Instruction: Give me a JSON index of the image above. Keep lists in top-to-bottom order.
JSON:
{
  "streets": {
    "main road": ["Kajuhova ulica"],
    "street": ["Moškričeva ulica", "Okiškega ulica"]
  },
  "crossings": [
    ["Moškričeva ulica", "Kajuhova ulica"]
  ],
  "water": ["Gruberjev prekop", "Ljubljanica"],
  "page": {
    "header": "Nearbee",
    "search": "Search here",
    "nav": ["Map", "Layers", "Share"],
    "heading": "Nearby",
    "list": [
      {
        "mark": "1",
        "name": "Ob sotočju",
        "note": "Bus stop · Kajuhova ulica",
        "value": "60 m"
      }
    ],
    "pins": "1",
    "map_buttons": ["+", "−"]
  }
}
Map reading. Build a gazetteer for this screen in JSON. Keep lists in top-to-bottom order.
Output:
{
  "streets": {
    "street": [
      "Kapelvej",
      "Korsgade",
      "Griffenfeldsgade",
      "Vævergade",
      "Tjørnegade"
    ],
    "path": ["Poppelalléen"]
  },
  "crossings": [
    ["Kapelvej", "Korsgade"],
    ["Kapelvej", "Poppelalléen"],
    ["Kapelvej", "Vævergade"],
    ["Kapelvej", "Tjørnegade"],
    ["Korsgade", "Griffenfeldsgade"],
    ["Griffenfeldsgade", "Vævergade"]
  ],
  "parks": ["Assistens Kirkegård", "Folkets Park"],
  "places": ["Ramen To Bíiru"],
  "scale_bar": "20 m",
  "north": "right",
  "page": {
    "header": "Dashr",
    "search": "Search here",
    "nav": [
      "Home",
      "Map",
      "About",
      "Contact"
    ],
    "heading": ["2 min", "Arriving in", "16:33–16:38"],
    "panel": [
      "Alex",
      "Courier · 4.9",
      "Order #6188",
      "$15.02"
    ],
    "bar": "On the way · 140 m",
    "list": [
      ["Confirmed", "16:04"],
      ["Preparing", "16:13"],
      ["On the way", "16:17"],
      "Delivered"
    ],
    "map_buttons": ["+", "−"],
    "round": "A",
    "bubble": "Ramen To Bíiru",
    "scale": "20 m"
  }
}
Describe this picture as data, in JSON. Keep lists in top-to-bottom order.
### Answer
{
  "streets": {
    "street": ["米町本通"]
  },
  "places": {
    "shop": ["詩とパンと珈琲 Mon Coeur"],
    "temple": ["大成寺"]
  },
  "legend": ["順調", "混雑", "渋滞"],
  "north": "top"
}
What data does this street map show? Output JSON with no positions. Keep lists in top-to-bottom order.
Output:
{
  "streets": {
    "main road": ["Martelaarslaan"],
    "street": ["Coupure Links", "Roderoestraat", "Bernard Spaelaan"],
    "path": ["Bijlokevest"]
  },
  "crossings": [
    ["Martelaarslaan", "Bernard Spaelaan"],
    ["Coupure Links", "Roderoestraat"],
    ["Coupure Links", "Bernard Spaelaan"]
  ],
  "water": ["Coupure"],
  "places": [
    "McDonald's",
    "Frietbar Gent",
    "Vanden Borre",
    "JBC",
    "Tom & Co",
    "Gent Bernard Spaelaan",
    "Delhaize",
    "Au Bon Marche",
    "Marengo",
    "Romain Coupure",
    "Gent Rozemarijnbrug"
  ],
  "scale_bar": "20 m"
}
== == ==
Scan the records for the word "data", and copy each line where it is found.

EXERCISE SOLUTION:
Describe this picture as data, in JSON. Keep lists in top-to-bottom order.
What data does this street map show? Output JSON with no positions. Keep lists in top-to-bottom order.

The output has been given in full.